• _Brief_
Every line below that has "sans" in it should be copied.

Items listed in a dataset

[Start of section]

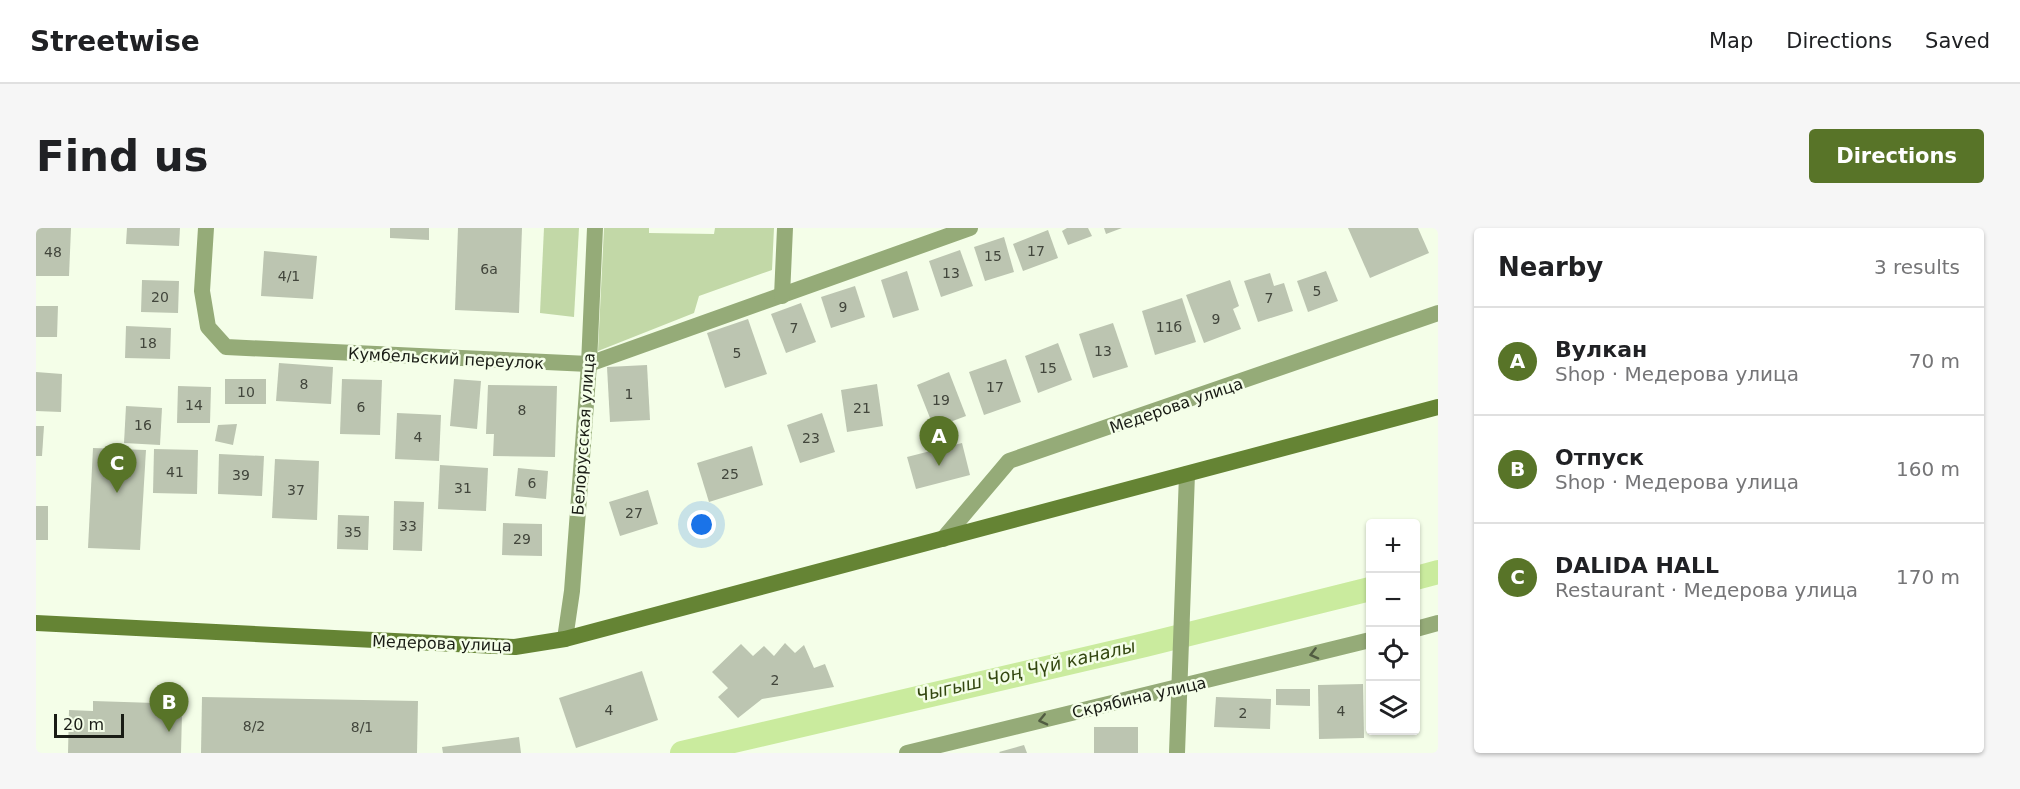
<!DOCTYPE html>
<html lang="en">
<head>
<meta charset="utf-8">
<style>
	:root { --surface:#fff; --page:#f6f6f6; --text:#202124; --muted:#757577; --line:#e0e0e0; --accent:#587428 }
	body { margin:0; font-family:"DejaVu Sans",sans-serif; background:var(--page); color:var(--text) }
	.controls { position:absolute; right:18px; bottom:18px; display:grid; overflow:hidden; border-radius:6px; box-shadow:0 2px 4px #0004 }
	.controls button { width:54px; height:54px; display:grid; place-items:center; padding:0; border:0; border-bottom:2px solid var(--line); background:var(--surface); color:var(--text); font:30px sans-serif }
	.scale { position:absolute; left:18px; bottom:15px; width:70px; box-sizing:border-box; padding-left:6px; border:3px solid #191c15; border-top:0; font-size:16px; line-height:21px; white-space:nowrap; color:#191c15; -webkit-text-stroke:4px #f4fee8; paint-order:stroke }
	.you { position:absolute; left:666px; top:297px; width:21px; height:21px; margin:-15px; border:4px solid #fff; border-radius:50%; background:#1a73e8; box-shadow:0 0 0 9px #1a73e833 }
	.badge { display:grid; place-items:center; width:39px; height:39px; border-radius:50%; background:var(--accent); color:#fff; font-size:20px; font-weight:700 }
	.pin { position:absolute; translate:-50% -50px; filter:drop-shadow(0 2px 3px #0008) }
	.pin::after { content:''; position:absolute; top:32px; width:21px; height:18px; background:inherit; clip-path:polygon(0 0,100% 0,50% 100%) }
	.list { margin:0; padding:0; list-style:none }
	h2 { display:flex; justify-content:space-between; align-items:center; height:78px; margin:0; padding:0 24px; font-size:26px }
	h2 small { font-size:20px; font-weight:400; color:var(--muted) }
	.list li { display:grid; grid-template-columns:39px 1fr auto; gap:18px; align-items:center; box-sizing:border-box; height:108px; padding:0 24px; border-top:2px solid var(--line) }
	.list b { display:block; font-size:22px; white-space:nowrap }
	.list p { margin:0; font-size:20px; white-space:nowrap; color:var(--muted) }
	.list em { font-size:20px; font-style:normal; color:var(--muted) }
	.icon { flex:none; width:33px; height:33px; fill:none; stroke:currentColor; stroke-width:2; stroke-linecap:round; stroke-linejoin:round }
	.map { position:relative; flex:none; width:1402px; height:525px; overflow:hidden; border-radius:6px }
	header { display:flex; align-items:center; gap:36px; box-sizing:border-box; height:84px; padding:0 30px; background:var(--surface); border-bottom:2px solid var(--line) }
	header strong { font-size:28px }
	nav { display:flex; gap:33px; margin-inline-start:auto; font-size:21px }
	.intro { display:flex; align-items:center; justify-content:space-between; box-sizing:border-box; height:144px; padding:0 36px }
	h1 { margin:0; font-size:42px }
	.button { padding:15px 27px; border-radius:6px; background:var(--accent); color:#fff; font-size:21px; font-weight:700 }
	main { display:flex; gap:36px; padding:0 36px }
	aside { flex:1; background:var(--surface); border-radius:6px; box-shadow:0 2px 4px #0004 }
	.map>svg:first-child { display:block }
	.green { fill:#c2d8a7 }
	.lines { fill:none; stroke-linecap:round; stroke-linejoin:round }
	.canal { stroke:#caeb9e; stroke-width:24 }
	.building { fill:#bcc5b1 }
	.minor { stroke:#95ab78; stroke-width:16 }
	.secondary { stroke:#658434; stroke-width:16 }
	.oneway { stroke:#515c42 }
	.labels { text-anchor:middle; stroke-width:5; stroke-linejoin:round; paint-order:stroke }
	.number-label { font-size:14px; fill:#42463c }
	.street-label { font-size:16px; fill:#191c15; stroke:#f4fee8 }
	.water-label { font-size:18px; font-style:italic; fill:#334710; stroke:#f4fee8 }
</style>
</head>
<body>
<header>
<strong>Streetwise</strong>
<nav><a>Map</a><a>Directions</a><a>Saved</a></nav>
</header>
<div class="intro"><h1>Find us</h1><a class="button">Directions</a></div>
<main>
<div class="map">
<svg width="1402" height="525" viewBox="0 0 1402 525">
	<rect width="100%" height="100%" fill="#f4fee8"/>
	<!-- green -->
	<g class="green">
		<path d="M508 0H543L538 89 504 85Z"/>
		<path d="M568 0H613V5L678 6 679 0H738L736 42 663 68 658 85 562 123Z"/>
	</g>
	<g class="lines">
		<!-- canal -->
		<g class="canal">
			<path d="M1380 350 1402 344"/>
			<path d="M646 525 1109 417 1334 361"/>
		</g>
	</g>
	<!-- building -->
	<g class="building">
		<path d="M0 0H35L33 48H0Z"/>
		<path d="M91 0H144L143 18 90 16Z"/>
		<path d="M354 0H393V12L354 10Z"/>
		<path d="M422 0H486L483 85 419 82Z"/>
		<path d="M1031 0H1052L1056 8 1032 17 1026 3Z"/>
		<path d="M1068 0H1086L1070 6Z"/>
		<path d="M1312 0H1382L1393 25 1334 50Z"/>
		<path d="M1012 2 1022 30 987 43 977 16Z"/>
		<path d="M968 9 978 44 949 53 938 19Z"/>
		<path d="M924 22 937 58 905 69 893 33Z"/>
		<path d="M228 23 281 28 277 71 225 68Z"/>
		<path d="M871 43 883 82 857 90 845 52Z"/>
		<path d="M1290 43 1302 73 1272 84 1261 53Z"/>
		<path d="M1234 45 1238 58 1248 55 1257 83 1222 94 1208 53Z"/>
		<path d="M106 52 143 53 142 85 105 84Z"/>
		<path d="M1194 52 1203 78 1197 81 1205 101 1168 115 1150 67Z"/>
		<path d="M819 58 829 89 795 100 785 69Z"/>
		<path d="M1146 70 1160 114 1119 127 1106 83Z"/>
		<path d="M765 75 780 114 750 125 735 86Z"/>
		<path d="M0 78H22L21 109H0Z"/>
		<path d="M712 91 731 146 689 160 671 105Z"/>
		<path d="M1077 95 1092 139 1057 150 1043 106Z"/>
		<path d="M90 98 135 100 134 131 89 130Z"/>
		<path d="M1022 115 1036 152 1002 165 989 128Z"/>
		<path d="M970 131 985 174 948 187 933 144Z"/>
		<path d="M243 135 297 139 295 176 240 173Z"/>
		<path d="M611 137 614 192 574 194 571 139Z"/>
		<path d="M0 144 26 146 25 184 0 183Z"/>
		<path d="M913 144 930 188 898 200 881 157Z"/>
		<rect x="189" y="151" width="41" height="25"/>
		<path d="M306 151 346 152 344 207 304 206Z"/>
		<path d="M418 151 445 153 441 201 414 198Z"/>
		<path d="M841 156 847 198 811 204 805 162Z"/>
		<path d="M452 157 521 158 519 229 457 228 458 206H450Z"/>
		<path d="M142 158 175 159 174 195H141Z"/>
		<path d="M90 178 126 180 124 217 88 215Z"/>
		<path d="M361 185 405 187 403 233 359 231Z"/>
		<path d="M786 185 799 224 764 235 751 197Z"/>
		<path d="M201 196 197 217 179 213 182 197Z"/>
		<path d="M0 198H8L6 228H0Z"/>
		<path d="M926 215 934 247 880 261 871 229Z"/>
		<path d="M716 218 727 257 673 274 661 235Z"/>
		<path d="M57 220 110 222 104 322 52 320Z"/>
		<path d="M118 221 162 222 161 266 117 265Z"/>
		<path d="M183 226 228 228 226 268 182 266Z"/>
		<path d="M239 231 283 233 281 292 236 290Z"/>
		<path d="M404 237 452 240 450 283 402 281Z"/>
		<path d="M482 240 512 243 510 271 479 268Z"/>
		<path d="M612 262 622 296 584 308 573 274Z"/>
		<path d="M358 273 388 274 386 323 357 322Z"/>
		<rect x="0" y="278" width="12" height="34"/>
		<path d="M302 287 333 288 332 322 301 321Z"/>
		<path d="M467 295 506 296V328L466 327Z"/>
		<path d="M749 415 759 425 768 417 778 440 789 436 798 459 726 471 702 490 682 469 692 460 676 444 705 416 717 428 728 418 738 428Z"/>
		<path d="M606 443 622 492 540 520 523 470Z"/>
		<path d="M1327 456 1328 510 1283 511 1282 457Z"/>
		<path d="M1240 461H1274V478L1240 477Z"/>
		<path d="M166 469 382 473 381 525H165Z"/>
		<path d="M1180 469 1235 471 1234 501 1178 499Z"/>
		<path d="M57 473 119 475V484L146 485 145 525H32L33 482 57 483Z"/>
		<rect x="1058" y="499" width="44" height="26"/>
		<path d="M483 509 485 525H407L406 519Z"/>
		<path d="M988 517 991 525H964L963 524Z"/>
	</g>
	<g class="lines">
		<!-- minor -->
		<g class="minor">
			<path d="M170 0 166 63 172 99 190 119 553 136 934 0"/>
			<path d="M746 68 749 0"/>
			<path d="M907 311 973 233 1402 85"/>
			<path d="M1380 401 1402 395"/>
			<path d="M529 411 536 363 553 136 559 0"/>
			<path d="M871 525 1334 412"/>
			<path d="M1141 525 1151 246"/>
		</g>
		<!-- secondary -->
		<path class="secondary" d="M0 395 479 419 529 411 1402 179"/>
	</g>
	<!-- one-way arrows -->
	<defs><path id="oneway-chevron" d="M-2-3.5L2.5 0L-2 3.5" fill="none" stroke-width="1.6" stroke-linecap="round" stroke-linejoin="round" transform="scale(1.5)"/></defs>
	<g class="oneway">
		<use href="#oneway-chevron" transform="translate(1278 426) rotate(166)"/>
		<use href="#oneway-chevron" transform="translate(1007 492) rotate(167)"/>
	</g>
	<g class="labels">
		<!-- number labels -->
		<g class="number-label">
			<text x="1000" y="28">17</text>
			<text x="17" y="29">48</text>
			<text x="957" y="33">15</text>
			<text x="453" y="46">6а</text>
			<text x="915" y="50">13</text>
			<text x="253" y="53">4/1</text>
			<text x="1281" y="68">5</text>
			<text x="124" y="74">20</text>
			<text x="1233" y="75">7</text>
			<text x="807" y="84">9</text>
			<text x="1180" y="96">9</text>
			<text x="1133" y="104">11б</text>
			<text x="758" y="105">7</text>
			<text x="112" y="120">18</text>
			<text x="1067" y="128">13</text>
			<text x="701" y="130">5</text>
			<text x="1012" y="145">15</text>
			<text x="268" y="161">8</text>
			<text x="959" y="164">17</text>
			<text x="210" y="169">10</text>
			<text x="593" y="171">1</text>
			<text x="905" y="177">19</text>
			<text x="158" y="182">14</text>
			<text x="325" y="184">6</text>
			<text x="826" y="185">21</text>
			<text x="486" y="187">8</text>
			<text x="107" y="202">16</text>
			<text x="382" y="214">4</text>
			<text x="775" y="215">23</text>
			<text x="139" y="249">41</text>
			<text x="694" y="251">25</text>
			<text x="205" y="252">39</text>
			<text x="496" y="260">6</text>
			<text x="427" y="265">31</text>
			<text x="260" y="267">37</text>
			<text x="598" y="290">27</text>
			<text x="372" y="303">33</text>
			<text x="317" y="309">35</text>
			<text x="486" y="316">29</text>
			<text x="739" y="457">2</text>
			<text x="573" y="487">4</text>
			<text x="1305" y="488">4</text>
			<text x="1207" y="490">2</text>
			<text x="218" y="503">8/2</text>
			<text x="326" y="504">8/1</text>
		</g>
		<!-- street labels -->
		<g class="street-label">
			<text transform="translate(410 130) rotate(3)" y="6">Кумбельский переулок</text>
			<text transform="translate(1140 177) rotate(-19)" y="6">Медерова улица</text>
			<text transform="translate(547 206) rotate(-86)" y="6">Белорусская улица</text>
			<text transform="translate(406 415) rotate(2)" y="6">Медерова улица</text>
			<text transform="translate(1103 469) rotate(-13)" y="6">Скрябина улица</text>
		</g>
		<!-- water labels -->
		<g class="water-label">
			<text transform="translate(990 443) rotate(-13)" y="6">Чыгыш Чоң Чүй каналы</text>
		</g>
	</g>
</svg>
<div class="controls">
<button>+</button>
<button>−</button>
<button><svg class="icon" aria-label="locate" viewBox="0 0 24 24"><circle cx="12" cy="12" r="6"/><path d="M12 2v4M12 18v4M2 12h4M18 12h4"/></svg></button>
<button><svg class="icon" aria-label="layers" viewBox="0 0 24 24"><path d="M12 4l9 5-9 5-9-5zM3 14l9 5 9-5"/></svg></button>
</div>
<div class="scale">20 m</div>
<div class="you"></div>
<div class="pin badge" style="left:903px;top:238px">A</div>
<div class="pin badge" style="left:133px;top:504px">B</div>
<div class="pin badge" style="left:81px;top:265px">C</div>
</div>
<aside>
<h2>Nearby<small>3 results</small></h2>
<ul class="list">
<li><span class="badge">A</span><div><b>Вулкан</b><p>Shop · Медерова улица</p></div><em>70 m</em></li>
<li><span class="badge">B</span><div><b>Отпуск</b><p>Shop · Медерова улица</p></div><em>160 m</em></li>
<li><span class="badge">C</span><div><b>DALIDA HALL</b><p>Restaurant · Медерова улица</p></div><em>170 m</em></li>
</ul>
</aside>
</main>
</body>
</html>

[End of section]
[Start of section]

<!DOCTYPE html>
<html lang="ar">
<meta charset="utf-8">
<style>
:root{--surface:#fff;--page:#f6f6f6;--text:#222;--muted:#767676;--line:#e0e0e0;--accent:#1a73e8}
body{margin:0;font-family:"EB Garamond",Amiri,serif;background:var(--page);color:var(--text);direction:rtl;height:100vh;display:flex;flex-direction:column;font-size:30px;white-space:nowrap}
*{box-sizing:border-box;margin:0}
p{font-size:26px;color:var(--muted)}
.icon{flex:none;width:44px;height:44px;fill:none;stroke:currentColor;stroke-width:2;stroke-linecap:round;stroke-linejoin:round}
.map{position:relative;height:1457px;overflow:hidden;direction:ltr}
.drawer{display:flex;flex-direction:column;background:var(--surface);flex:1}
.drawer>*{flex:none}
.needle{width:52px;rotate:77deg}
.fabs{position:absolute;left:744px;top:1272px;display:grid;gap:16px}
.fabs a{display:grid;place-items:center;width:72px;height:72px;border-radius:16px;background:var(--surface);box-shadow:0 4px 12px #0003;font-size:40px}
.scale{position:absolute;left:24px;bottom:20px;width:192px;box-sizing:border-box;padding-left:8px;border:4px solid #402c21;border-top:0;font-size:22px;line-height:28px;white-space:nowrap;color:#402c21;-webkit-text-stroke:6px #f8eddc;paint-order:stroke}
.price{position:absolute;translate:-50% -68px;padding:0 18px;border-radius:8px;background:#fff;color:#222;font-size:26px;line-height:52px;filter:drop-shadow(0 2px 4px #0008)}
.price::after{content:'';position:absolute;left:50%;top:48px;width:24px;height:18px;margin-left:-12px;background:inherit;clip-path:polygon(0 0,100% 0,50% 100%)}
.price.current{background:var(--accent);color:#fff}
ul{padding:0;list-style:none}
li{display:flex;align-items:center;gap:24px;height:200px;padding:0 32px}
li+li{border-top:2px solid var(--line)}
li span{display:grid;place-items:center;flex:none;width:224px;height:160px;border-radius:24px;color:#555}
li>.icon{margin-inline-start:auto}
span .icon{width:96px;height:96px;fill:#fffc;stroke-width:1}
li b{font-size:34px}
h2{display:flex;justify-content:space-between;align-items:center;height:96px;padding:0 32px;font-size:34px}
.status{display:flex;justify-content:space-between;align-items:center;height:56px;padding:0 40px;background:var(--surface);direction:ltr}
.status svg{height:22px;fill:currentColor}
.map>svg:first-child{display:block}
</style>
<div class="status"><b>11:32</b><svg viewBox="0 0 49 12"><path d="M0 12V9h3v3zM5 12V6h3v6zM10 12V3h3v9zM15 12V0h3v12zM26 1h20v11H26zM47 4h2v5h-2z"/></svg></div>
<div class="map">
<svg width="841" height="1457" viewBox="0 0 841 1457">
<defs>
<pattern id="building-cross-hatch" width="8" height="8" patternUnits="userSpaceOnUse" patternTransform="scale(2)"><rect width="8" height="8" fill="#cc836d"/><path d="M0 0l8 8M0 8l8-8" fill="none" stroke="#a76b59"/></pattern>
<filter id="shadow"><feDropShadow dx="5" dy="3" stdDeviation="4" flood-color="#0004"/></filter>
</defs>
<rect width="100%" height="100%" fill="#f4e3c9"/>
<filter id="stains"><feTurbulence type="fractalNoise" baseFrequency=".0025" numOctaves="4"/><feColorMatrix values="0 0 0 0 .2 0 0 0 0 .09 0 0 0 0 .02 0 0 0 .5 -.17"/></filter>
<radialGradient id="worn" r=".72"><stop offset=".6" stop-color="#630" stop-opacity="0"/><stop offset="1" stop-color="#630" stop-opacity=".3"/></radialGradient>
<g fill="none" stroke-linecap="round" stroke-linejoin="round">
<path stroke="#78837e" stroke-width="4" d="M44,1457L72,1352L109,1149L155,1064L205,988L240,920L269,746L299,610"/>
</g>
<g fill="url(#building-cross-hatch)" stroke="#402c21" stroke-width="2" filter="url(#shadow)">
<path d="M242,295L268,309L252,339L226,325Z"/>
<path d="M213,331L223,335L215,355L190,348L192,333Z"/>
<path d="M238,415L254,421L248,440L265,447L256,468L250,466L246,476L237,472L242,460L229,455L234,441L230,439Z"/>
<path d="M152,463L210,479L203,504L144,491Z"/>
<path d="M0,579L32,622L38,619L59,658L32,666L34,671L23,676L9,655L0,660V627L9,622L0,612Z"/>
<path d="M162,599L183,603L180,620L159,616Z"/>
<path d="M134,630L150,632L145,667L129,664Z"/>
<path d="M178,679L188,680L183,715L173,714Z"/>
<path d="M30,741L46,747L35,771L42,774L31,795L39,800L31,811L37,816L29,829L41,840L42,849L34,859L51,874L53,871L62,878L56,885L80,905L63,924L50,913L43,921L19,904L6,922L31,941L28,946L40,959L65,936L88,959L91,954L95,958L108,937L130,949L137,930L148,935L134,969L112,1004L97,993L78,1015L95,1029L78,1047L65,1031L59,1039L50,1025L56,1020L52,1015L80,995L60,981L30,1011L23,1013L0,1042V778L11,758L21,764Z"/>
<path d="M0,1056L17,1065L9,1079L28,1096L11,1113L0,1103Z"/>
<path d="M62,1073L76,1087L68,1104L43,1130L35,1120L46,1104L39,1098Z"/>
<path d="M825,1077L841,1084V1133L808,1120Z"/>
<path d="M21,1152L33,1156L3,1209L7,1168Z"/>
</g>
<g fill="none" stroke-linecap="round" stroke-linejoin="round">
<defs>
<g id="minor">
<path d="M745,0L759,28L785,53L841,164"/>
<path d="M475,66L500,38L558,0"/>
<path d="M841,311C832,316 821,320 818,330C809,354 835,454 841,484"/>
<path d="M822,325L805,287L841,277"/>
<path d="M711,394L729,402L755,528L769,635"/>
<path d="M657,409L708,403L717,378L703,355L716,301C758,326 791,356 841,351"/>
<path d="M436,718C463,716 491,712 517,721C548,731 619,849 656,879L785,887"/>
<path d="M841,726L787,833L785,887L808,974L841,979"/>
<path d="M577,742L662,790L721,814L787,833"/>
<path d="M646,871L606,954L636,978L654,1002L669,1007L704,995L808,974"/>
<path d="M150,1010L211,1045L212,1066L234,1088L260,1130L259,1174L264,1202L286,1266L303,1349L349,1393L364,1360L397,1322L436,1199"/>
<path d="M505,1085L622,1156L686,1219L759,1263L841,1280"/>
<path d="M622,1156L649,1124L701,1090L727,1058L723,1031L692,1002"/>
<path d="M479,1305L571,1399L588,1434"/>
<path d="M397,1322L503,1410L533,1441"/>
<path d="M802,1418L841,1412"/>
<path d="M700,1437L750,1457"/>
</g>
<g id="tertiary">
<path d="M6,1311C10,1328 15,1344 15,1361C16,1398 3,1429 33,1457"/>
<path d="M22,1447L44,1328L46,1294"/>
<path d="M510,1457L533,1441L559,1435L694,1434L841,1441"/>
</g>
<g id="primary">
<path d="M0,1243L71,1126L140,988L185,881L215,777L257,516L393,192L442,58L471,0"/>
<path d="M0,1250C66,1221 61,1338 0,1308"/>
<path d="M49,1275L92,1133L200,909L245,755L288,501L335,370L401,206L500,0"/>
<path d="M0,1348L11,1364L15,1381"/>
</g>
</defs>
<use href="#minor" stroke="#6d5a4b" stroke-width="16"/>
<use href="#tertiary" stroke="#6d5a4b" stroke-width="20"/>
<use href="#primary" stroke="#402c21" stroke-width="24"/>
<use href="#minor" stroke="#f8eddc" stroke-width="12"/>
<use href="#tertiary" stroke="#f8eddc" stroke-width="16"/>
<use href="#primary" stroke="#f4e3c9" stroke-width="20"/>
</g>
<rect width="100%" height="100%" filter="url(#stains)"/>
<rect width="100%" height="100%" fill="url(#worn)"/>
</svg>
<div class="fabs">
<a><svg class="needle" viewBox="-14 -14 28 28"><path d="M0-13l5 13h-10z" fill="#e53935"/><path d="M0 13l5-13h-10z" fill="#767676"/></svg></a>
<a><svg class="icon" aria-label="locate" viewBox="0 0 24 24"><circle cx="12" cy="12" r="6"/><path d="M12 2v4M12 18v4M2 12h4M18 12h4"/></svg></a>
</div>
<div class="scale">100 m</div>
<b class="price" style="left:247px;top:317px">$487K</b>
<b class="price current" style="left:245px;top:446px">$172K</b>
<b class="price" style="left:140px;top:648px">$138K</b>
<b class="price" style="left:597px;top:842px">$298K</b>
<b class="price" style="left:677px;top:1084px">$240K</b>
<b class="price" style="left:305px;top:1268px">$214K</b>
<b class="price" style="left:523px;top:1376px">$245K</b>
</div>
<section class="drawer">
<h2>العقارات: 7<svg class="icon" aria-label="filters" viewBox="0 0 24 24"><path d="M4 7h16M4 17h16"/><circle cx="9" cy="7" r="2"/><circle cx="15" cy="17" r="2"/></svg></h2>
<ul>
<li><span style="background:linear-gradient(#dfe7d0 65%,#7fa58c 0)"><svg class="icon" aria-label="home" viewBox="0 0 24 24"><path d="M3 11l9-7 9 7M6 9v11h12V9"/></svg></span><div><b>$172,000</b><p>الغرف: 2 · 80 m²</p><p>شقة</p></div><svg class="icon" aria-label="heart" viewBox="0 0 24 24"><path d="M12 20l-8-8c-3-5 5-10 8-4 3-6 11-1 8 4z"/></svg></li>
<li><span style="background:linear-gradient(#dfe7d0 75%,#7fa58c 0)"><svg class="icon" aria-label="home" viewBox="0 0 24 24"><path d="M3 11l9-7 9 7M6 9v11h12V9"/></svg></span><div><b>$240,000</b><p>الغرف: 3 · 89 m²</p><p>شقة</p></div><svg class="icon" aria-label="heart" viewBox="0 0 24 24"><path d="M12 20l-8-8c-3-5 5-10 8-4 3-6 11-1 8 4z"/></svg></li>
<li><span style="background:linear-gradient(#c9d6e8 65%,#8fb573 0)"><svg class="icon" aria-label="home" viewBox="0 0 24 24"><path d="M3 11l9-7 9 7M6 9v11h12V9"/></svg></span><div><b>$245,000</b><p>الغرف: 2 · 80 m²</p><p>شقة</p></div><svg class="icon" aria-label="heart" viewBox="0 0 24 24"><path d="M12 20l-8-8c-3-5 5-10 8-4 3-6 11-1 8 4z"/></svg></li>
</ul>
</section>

[End of section]

• _Answer to the exercise_
	body { margin:0; font-family:"DejaVu Sans",sans-serif; background:var(--page); color:var(--text) }
	.controls button { width:54px; height:54px; display:grid; place-items:center; padding:0; border:0; border-bottom:2px solid var(--line); background:var(--surface); color:var(--text); font:30px sans-serif }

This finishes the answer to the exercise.